Sophie est née à Toulouse en 1984. Après une courte période en région parisienne, elle est allée vivre à Angoulême où elle est restée de ses huit ans à ses vingt ans. Après le lycée, elle est entrée à l’école de l’image, où elle a passé deux années plutôt désagréables. Elle a décidé d’en partir assez rapidement et a entamé un cursus d’arts plastiques par correspondance, puis à l’université de Bordeaux, et enfin à l’Université Paris 8, où je l’ai rencontrée. Je la voyais tout le temps avec une de ses colocataires, Mariel, que j’interviewerai plus tard et qui a eu un parcours proche. Toutes deux ont obtenu en même temps une bourse sur critères universitaires — très convoitée — et, trouvant qu’il n’y avait pas suffisamment d’heures de cours en arts plastiques, ont entamé un double-cursus en Hypermédias. Comme beaucoup d’étudiants venus à l’université après un temps en école d’art, Sophie et Mariel étaient déjà autonomes, bûcheuses, et adultes, au sens où elles n’allaient pas en cours pour obtenir des notes ni pour faire plaisir aux profs ou aux parents, mais pour apprendre et pour produire.
Même si elle ne garde un souvenir en demi-teinte de l’enseignement à l’école des Beaux-Arts d’Angoulême, donc, Sophie en aura tout de même tiré l’énergie et le niveau d’exigence qui lui ont permis de réussir ses études universitaires ensuite.

Sophie a fini par obtenir un DEA en arts plastiques (j’étais dans son jury), avec un mémoire consacré à la « culture Peter Pan » (cultures otaku et geek), suivi d’un DESS en Hypermédias. Elle s’est ensuite inscrite en doctorat, auprès de Jean-Louis Boissier, en poursuivant son enquête sur les cultures otaku et geek. Dans le cadre de son contrat doctoral, qui a duré trois ans, elle a été amenée à enseigner, notamment sur le « game art », sur les images boards tels que 4chan, sur les jeux massivement multijoueurs (organisant notamment avec Julien Levesque un atelier intensif pendant lequel les étudiants se relayaient jour et nuit pour faire du « gold farming »). Elle a notamment fait manipuler des consoles de jeux de toutes générations à ses étudiants, ou leur a fait étudier de bout en bout le jeu Heavy Rain. Elle a aussi été responsable des mémoires de Licence.

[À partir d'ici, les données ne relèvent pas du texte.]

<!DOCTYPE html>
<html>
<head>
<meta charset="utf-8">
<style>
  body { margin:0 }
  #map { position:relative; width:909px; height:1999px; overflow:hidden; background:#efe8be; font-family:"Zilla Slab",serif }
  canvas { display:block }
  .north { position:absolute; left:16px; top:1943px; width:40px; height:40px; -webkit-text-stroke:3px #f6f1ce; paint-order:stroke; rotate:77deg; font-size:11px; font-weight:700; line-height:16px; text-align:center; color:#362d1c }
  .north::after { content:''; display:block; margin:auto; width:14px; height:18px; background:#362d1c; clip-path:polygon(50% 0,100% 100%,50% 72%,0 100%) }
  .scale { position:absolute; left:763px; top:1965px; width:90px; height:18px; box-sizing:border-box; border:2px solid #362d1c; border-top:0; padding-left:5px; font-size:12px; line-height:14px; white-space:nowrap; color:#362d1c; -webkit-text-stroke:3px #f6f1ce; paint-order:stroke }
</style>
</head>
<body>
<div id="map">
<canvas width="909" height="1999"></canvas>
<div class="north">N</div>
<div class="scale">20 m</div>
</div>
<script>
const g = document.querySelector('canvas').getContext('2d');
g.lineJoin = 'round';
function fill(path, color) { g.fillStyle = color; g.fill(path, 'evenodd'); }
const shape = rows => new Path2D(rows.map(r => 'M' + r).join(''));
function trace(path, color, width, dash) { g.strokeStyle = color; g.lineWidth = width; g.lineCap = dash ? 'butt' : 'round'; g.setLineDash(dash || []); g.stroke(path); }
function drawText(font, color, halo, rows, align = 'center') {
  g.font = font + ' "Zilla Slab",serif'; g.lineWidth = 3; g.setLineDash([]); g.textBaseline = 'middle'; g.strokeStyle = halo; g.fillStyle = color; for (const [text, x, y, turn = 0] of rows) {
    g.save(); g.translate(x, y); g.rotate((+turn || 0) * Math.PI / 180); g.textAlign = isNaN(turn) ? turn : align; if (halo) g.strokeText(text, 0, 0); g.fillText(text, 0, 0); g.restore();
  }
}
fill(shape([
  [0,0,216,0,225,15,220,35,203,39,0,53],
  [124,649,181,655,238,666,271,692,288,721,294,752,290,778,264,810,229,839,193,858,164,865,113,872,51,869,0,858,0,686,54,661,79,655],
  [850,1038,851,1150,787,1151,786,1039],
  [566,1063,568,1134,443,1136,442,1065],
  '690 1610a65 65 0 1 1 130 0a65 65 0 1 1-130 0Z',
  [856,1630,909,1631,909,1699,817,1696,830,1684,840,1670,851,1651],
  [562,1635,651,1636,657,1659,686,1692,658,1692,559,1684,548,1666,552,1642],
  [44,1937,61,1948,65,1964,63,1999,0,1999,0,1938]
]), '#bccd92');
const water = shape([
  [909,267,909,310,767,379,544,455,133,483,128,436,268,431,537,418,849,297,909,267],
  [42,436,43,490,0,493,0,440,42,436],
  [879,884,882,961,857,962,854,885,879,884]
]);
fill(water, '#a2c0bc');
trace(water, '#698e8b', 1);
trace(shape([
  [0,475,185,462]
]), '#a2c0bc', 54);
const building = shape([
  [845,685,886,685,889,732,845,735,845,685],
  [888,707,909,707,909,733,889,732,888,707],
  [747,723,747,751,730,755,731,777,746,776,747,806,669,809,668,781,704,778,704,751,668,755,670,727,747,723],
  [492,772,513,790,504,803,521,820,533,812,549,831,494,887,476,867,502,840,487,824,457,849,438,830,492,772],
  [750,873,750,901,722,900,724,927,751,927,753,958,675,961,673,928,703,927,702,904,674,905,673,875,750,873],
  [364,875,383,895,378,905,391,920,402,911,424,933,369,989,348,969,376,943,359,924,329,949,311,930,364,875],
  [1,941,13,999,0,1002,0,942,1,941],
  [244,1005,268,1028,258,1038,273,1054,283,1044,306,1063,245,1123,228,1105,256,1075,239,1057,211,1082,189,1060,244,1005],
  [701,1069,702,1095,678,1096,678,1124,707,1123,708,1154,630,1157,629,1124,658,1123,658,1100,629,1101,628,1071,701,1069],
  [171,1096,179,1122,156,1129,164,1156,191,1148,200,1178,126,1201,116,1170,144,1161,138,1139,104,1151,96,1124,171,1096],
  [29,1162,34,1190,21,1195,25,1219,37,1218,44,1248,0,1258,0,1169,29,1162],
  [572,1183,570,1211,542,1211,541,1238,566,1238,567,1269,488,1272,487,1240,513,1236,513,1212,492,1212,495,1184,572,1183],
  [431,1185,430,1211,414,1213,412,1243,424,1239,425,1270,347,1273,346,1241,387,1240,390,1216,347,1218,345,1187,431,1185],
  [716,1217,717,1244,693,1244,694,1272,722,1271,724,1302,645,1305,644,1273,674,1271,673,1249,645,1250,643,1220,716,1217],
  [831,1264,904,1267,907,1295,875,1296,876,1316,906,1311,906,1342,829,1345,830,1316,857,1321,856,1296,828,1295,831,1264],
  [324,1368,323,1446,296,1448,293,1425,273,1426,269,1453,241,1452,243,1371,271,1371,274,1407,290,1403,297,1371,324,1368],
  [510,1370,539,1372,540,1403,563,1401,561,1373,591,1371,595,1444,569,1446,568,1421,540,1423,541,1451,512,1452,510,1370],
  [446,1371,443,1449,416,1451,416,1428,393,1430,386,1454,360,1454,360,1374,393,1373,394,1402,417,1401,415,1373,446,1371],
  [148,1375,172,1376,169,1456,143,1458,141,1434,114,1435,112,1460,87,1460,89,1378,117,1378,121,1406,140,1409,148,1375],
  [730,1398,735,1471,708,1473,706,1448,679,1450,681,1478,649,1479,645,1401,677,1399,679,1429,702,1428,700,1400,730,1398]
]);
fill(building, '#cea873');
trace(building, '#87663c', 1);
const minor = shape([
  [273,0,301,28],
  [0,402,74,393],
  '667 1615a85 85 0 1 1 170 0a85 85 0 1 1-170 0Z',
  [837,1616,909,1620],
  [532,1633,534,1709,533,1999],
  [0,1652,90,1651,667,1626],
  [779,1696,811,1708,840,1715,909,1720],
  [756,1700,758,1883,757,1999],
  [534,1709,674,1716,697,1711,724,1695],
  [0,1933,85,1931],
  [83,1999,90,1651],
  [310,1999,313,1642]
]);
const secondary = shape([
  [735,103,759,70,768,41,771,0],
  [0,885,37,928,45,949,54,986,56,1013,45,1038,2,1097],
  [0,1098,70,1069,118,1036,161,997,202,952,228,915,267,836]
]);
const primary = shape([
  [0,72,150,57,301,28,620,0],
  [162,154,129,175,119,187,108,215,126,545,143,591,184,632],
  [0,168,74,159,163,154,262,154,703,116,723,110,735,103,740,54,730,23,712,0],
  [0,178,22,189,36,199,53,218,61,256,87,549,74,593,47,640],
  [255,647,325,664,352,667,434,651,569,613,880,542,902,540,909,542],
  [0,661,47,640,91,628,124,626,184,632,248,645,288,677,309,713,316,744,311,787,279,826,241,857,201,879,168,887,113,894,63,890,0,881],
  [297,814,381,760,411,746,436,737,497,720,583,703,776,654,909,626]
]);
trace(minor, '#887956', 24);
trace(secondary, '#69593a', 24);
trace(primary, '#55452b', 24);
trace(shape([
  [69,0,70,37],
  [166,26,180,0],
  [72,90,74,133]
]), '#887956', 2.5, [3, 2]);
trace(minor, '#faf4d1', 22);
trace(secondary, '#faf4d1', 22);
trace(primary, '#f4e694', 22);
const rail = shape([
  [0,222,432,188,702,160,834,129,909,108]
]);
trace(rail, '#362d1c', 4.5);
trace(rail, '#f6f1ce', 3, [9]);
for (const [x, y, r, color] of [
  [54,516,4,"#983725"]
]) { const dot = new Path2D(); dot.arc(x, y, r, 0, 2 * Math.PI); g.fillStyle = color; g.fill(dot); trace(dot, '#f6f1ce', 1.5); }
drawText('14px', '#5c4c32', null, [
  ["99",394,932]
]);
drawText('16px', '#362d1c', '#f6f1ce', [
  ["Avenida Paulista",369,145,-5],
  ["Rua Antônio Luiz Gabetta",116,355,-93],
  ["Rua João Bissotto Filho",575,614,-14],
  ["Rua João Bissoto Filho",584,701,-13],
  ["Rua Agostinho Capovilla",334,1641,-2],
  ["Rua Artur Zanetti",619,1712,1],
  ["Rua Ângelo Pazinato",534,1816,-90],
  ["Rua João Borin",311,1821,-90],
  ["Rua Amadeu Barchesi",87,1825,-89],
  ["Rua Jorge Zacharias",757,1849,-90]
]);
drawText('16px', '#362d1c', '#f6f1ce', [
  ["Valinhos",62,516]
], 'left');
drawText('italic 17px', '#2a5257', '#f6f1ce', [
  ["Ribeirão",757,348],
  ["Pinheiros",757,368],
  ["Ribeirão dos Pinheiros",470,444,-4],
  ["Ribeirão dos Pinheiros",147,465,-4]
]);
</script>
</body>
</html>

Parallèlement à ses études puis à ses années d’enseignement, Sophie a eu une production artistique notamment avec Karleen Groupierre, Eric Hao Nguy ou encore Adrien Mazaud. Ses projets ont obtenu des prix à Laval Virtuel ou au Cube, et ont été montrés au festival Bains Numériques, aux Cordeliers, aux Arts et Métiers et même au SIGGRAPH Asia, à Hong Kong, où elle a eu l’honneur de voir son travail apprécié (et il y a de quoi s’en vanter) par un vétéran des arts numériques, Jeffrey Shaw.

Aujourd’hui, tout en terminant sa thèse et en continuant sa production plastique, elle donne régulièrement des conférences, par exemple au festival Geekopolis, ou dans le cadre de manifestations liées à ses sujets de prédilection. Elle a des liens avec le département Arts et Technologies de l’image, est membre actif de l’Observatoire des mondes numériques en sciences humaines et, comme thésarde, est rattachée au Laboratoire Théorie, esthétique, art, médias et Design de l’Université Paris 8.